At 31 months follow-up, almost full knee extension (A) and 120° of knee flexion (B) were maintained

The quadriceps muscle strength after repeated quadricepsplasty was assessed at the 31-months follow-up by the means of FK1K electronic dynamometer (Sauter, Swiss), measurement resolution 0,5N, maximum force 1000N. The measurements were performed with knee flexed to 90 degrees with dynamometer in the middle of the shin (Fig. 7). Peak force was measured three times and the highest result was recorded. In the operated limb, 201N of extension force were achieved, compared to 227N on the contralateral side.

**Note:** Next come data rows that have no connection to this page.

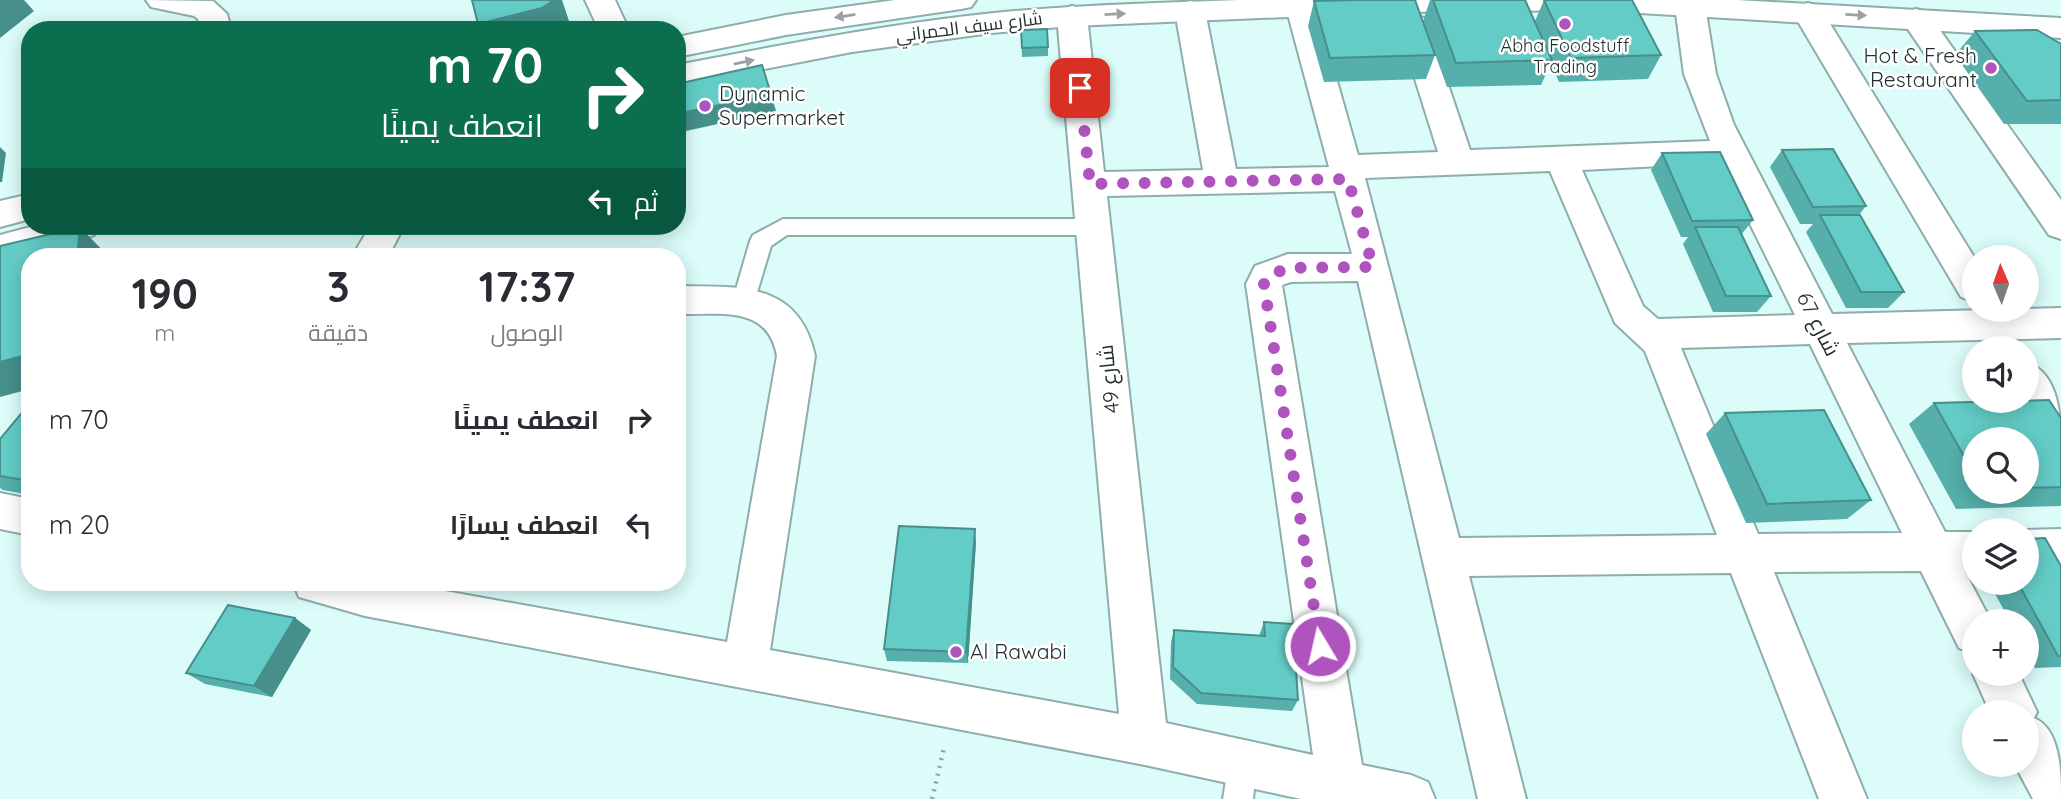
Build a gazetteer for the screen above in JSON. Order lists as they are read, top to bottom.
{
  "streets": {
    "street": ["شارع سيف الحمراني", "شارع 67", "شارع 49"]
  },
  "crossings": [
    ["شارع سيف الحمراني", "شارع 67"],
    ["شارع سيف الحمراني", "شارع 49"]
  ],
  "places": [
    "Abha Foodstuff Trading",
    "Hot & Fresh Restaurant",
    "Dynamic Supermarket",
    "Al Rawabi"
  ],
  "north": "top",
  "page": {
    "turn": ["70 m", "انعطف يمينًا"],
    "then": "ثم",
    "map_buttons": ["+", "−"],
    "eta": [
      "17:37",
      "الوصول",
      "3",
      "دقيقة",
      "190",
      "m"
    ],
    "list": [
      {
        "name": "انعطف يمينًا",
        "value": "70 m"
      },
      {
        "name": "انعطف يسارًا",
        "value": "20 m"
      }
    ]
  }
}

Therefore it can be concluded that despite double repeated quadricepsplasty, the patient regained 89% of contralateral extension force in the operated limb, with 26N of difference. On X-ray taken at 31-months follow-up proper tibiofemoral joint congruence was present (Fig. 8).

Fig. 7
figure 7

Assessment of quadriceps muscle strength by the means of FK1K electronic dynamometer. The knee was flexed to 90° and dynamometer was pressed in the middle of the shin

Fig. 8
figure 8

X-ray taken at 31 months follow-up

Discussion

There were two important findings of this study. First, PCL release in cases of severe extension contracture with fixed anterior subluxation allowed to achieve correct congruence of joint surfaces, and thus made subsequent knee flexion possible. Second, double repeated quadricepsplasty utilizing two different techniques was possible and effective despite massive fibrosis of the quadriceps muscle.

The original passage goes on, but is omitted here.